In conclusion, we found that exposure to traffic-related air pollution increased uterine artery resistance in late pregnancy while active smoking increased resistance in mid-pregnancy and possibly contributed to preterm deliveries. Our results suggest that uterine artery resistance may be a pathophysiologic mechanism explaining the adverse pregnancy and birth outcomes previously associated with air pollution. Nevertheless, further studies of susceptible time periods and mechanisms underlying these associations are warranted. Additionally, attention to the impact of smoking when assessing the effect of air pollution on uterine artery resistance has been lacking to date, and further investigation is warranted as smoking appears to be an independent and possibly competing risk factor for higher uterine vascular resistance and adverse pregnancy outcome.

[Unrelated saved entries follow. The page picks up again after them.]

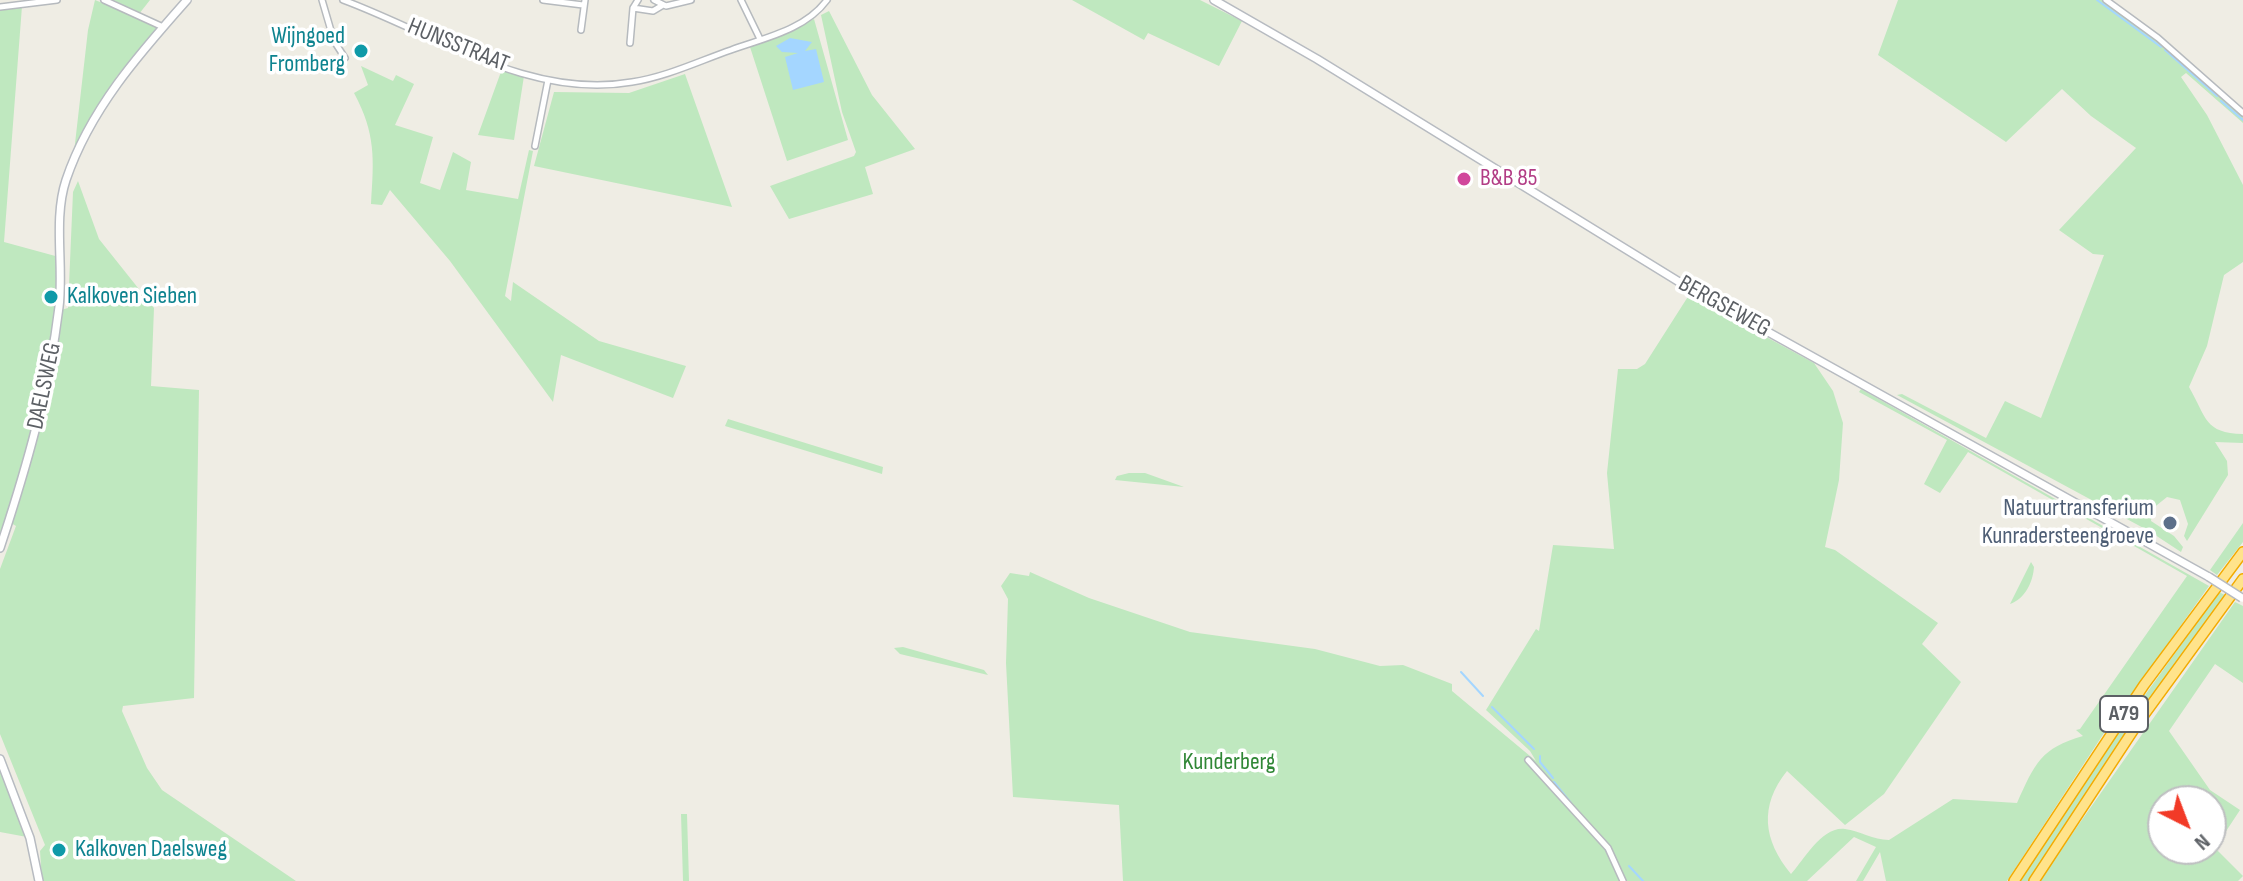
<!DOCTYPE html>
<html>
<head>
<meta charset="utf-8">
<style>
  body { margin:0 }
  #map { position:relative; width:2243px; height:881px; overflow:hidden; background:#efede4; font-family:"Sofia Sans Condensed",sans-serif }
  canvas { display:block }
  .north { position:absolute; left:2147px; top:785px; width:80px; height:80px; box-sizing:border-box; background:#fff; border:2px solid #bebfc1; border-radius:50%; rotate:138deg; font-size:22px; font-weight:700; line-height:32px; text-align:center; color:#5c6065 }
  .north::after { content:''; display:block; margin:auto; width:28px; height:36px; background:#f23a27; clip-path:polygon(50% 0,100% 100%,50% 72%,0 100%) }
</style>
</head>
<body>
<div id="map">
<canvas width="2243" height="881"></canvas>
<div class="north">N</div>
</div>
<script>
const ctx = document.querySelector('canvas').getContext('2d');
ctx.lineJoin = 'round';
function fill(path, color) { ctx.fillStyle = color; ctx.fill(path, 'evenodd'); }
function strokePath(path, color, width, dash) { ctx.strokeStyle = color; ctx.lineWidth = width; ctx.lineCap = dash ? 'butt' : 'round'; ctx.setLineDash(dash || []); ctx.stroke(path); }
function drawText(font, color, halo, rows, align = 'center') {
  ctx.font = font + ' "Sofia Sans Condensed",sans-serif'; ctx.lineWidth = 7; ctx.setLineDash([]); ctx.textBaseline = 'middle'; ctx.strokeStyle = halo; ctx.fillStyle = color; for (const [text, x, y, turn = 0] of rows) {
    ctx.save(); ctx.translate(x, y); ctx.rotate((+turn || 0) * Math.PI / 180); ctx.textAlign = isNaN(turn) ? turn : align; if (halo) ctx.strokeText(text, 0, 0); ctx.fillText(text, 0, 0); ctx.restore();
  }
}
const green = new Path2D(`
  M95,0l60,24 2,4 -40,48 -44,85 15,-131z
  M108,0h42l-11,14z
  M1072,0h128l42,21 -23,45 -71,-33 -4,7z
  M1898,0h205l53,39 87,77v7l-57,-50 -5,4 26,38 36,70v77l-19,13 -17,71 -18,41c18,31 15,46 54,47v9l-28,-1 12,19 1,14 -41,66 -3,-5 4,-12 -8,-24 -13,-3 -15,12 -1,12 23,15 9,11 -2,5 -32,-21 -252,-136 5,-1 84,44 19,-37 36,17 63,-163 -11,-1 -34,-24 77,-82 -45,-32 -29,-27 -56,53 -128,-87z
  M22,6l-18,236 55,15 2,53 7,-2 5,-116 5,-11 21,58 55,69 -3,78 48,4 -5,308 -71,8 -1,5 25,57 15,22 134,91h-254l-2,-30 5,-6 -45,-111v-165l16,-43 -5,-3 -11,19v-534z
  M829,11l43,84 43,54 -50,18 8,27 -84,25 -19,-33 84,-30 2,-4 -14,-40 -21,-97z
  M814,19l34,121 -61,21 -37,-114z
  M361,66l32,15 3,-6 18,9 -19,41 38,12 -13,46 20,7 13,-38 18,10 -5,28 52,9 11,-49 4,1 -28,145 6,5 2,-19 86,59 87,25 -13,32 -112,-43 -8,47 -103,-141 -60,-71 -8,15 -11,-1c3,-45 5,-70 -17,-111l14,-8z
  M502,69l22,7 -10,64 -36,-5z
  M685,74l47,133 -198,-41 20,-74 75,1z
  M1689,295l125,68 19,28 10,32 -4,57 -14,67 10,3 103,73 -16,21 39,38 -77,112 -39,31 -58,-54c-28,35 -24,69 4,103 13,-14 31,-48 54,-45 15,2 28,11 44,11l64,-41 64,4c18,-40 24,-55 66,-67l-7,-6 4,-1 107,-153 -219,-124 -28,41 -16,-9 23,-44 -88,-48 2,-3 348,197 -105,147 -97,148h-121l-6,-29 -17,29h-7l20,-34 -22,-10 -47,44h-684l-4,-76 -106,-8 -7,-134 2,-64 -7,-13 9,-13 19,3 1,-4 59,26 101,34 125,17 65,17 23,-1 49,19v7l84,70 -6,-10 -44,-41 50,-81 3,2 14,-86 61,4 -7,-76 11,-104h19l8,-5z
  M728,419l155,48 -1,7 -157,-48z
  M1129,473h16l39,14 -69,-7 2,-4z
  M2243,523v19l-26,33 -7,-5z
  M2031,562l3,5c-1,15 -9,32 -24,37z
  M2219,592l6,3 -100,139 -96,147h-10l68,-105z
  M2235,602l8,4v77l-28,-19 -46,67 41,59 30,20 -25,38 28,28 -5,5h-199zM2163,801h48v48h-48z
  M903,647l81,23 4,5 -88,-21 -6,-6z
  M0,767l27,70 -27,-5z
  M681,814h6l2,67h-6z`);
const water = new Path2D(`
  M790,38l22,4 -7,9 11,-2 8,33 -31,8 -8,-33 13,-4 -16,-1 -6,-6z`);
const stream = new Path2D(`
  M2097,0l64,47
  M2165,50l52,46
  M2221,101l22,19
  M1461,672l22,24
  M1492,707l42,42
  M1540,756v6l13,16
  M1554,782l17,21
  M1629,866l14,15`);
const street = new Path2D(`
  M104,0l59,27
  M322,0l12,41 11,17
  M343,0c92,34 187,100 289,82 34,-5 67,-21 99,-32 33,-12 74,-20 96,-50
  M543,0l40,5
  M654,0l12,6 25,-6
  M741,0l19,39
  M2106,0l52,38 85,75
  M0,7l57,-7
  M633,8l20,3 10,-6
  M581,30l4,-30
  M630,43l3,-35 5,-8
  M535,146l13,-66
  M1528,760l80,88 15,33`);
const secondary = new Path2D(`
  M1214,0l103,59 372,229 520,289
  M0,548c26,-79 49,-158 59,-241 5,-41 -6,-88 7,-127 24,-71 73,-126 121,-180
  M0,759l30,79 9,43`);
const highway = new Path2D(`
  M2014,881l130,-196 99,-133
  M2034,881l104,-158 105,-144`);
const secondaryBridge = new Path2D(`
  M2209,577l33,21`);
const markers = [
  [361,51,8,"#0f9aa8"],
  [1464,179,8,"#d1479c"],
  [51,297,8,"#0f9aa8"],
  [2170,523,8,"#5c6f8a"],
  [59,850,8,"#0f9aa8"]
];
const shields = [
  [2124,714,48]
];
const shieldNames = [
  ["A79",2124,714]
];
const cultureNames = [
  ["Wijngoed",345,37,"right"],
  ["Fromberg",345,65,"right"],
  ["Kalkoven Sieben",67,297],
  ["Kalkoven Daelsweg",75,850]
];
const streetNames = [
  ["HUNSSTRAAT",458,46,22],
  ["BERGSEWEG",1724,307,29],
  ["DAELSWEG",45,386,-78]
];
const hotelNames = [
  ["B&B 85",1480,179]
];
const serviceNames = [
  ["Natuurtransferium",2154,509],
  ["Kunradersteengroeve",2154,537]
];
const parkNames = [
  ["Kunderberg",1229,763]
];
fill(green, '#bfe8bf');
fill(water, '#a4d6ff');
strokePath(stream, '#a4d6ff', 2);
strokePath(street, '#b6babe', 8);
strokePath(secondary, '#b7bbc1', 10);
strokePath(highway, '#f3ab00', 12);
strokePath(street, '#fff', 5);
strokePath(secondary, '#fff', 7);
strokePath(highway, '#ffe38b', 9);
strokePath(secondaryBridge, '#b7bbc1', 10, []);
strokePath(secondaryBridge, '#fff', 7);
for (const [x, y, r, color] of markers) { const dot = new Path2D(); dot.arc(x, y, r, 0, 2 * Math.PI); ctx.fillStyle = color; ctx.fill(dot); strokePath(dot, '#fff', 3); }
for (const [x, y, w] of shields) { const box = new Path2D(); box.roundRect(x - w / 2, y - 18, w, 36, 6); ctx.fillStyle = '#fff'; ctx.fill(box); strokePath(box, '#5c6065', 2); }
drawText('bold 22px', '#5c6065', null, shieldNames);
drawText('24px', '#0d838f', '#fff', cultureNames, 'left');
drawText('24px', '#5c6065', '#fff', streetNames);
drawText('24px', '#b23c85', '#fff', hotelNames, 'left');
drawText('24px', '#4e5e75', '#fff', serviceNames, 'right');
drawText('24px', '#308736', '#fff', parkNames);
</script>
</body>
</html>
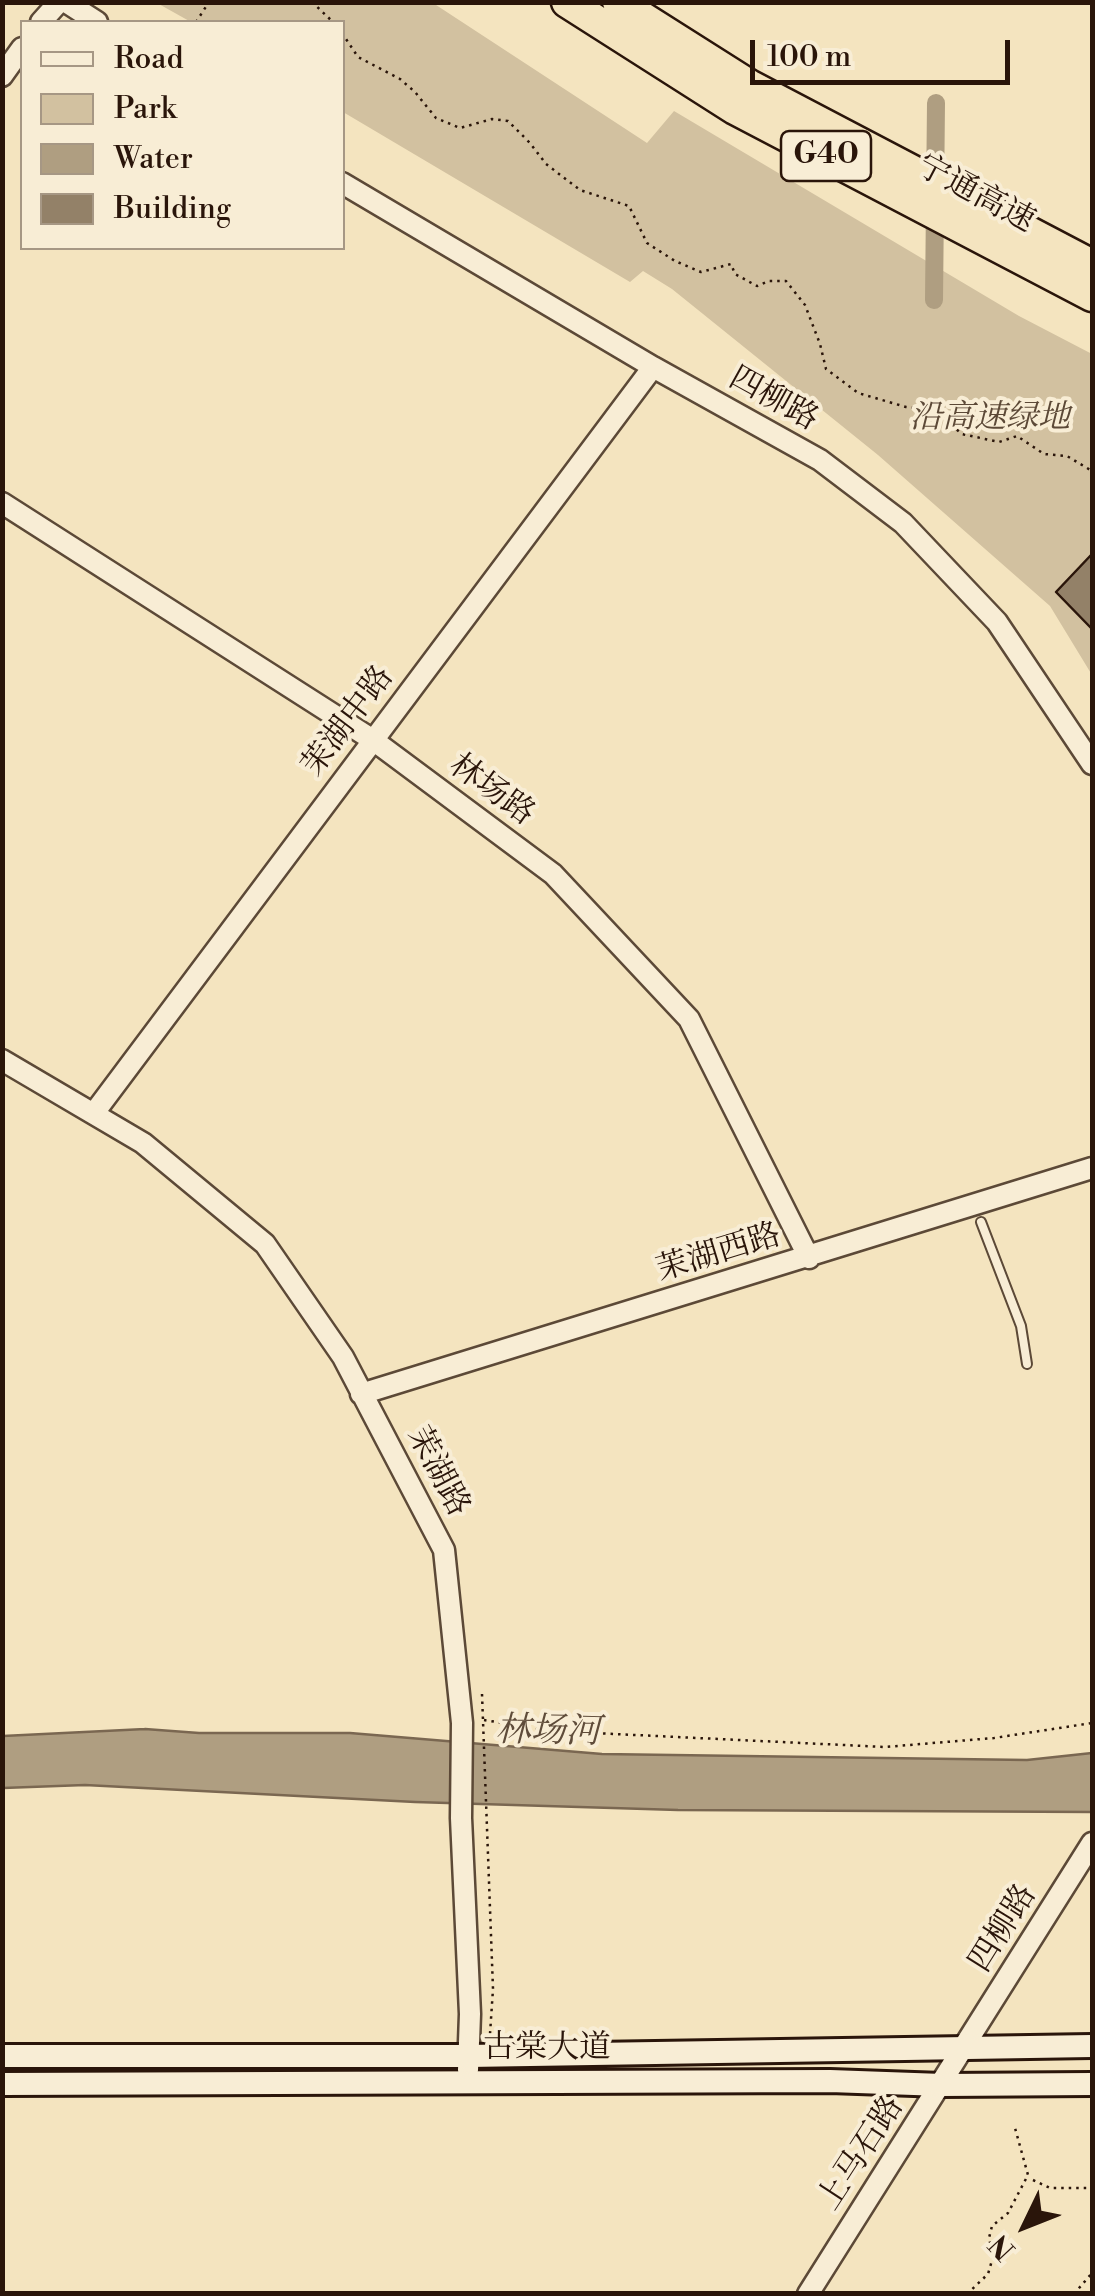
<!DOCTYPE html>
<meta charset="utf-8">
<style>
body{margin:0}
#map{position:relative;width:1095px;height:2296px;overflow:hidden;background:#f4e4bf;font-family:"Libre Bodoni",serif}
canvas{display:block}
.frame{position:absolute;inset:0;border:5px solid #2a150a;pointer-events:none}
.legend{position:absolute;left:20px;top:20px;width:325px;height:230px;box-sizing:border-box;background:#f8edd5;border:2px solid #a69784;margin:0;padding:12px 18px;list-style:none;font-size:30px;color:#2a150a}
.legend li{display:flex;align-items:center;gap:20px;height:50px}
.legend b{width:50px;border:2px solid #a69784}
.north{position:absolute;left:975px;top:2176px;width:100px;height:100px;-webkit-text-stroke:8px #f8edd5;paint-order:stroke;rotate:227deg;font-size:28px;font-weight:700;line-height:40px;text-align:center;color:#2a150a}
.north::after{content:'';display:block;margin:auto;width:35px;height:45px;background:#2a150a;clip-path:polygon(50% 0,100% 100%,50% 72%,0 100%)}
.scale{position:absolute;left:750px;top:40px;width:260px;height:45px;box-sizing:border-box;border:5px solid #2a150a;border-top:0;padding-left:12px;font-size:30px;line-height:35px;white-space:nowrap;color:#2a150a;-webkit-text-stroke:8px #f8edd5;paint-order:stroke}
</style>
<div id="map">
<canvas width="1095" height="2296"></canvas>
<div class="frame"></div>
<ul class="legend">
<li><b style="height:12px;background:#f8edd5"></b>Road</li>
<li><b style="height:28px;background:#d2c1a0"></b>Park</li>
<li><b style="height:28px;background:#af9e81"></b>Water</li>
<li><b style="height:28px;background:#938168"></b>Building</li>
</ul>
<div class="north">N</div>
<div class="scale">100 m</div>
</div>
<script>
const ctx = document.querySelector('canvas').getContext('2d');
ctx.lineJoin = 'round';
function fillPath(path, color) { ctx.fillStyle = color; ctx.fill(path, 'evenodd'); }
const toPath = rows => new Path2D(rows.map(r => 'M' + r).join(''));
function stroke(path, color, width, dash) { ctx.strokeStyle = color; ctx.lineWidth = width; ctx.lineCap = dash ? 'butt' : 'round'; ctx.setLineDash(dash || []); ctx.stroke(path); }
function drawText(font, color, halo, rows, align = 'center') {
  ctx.font = font + ' "Libre Bodoni","Noto Serif SC",serif'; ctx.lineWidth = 8; ctx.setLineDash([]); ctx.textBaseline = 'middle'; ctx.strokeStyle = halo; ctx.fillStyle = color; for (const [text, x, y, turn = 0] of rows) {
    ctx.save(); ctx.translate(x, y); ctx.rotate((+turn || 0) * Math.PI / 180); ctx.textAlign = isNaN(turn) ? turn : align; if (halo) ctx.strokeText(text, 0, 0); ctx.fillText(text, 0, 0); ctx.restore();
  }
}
const green = toPath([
 [157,3,433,3,647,143,674,111,1019,316,1092,354,1092,675,1050,606,878,455,672,289,643,271,630,282,343,112,342,22,191,22]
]);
const water = toPath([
 [145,1729,199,1733,350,1733,602,1754,1027,1760,1092,1753,1092,1812,678,1810,415,1802,85,1785,3,1788,3,1736,145,1729]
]);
const canal = toPath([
 [934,300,936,103]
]);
const building = toPath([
 [1092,554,1092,629,1056,592,1092,554]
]);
const path = toPath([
 [312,2,333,22],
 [196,22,209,2],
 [342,33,358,57,400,79,415,92,436,118,460,128,492,119,508,121,530,143,546,164,580,190,629,206,647,243,675,261,701,272,731,264,735,274,757,286,769,281,786,281,805,305,820,344,826,369,858,393,906,407,933,410,962,434,999,442,1017,436,1044,454,1067,456,1092,471],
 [482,1694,493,1989,490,2034],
 [484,1720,552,1731,885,1747,994,1738,1092,1723],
 [1033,2180,1050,2188,1092,2188],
 [967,2294,988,2274,993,2257,989,2238,992,2226,1008,2213,1028,2175,1015,2128],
 [1074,2294,1092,2273]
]);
const service = toPath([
 [981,1222,1021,1326,1027,1364]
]);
const tertiary = toPath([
 [66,2,97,22],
 [41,22,59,2],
 [2,76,22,48],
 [342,183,653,367,820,460,903,523,997,622,1092,764],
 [2,503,373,740,553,874,689,1019,809,1258],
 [2,1060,143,1143,265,1244,343,1357,444,1550,462,1723,461,1818,470,2014,468,2070],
 [94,1113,653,367],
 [361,1394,1092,1168],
 [808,2294,1092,1843]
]);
const secondary = toPath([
 [2,2056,468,2056,1092,2046],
 [2,2084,830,2081,942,2085,1092,2084]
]);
const motorway = toPath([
 [567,2,735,109,1092,296],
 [618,2,749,85,1092,265]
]);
const shields = [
 [826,156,90]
];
const shieldNames = [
 ["G40",826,156]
];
const streetNames = [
 ["宁通高速",975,195,28],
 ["四柳路",773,400,29],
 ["茉湖中路",349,722,-53],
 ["林场路",491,791,36],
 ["茉湖西路",719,1254,-17],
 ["茉湖路",437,1472,62],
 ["四柳路",1004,1929,-58],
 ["古棠大道",547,2049],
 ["上马石路",862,2154,-57]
];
const parkNames = [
 ["沿高速绿地",990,419]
];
const waterNames = [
 ["林场河",548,1733,1]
];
fillPath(green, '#d2c1a0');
fillPath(water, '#af9e81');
stroke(water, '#7a6751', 2.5);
stroke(canal, '#af9e81', 18);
fillPath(building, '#938168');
stroke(building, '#2a150a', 2.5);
stroke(service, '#5c4937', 12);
stroke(tertiary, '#5c4937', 25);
stroke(secondary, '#2a150a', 28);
stroke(motorway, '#2a150a', 35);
stroke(path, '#2a150a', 2.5, [2.5, 5]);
stroke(service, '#f8edd5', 8);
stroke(tertiary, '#f8edd5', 20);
stroke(secondary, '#f8edd5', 22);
stroke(motorway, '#f4e4bf', 30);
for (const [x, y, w] of shields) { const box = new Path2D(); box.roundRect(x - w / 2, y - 25, w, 50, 8); ctx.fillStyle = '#f8edd5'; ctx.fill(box); stroke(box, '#2a150a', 2.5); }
drawText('bold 30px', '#2a150a', null, shieldNames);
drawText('32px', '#2a150a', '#f8edd5', streetNames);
drawText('italic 32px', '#5c4937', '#f8edd5', parkNames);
drawText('italic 35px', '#5f4c3a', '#f8edd5', waterNames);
</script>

This work was supported by grants from the National Institutes of Health (NIH; R03ES017314 to B.R.), and the California Tobacco-Related Disease Research program, Award 340657 to J.E.H. and Cornelius Hopper Diversity Award Supplement (grant No. 24RT-033H) to Z.A.C. C.J.H. received support from NIH RO1 HD047609; Miriam Jacobs Chair. C.J. received funding from the NIH U01 HD087221. P.C.L. is supported in part by the Taiwan Ministry of Science and Technology (NSC106-2314-B-227-010); Taipei City Hospital (grant No. 10601-62-051).
Conflict of interest statement
The authors declare they have no actual or potential competing financial interests.
The data and the computer code are not available for replication because the data are not publicly available.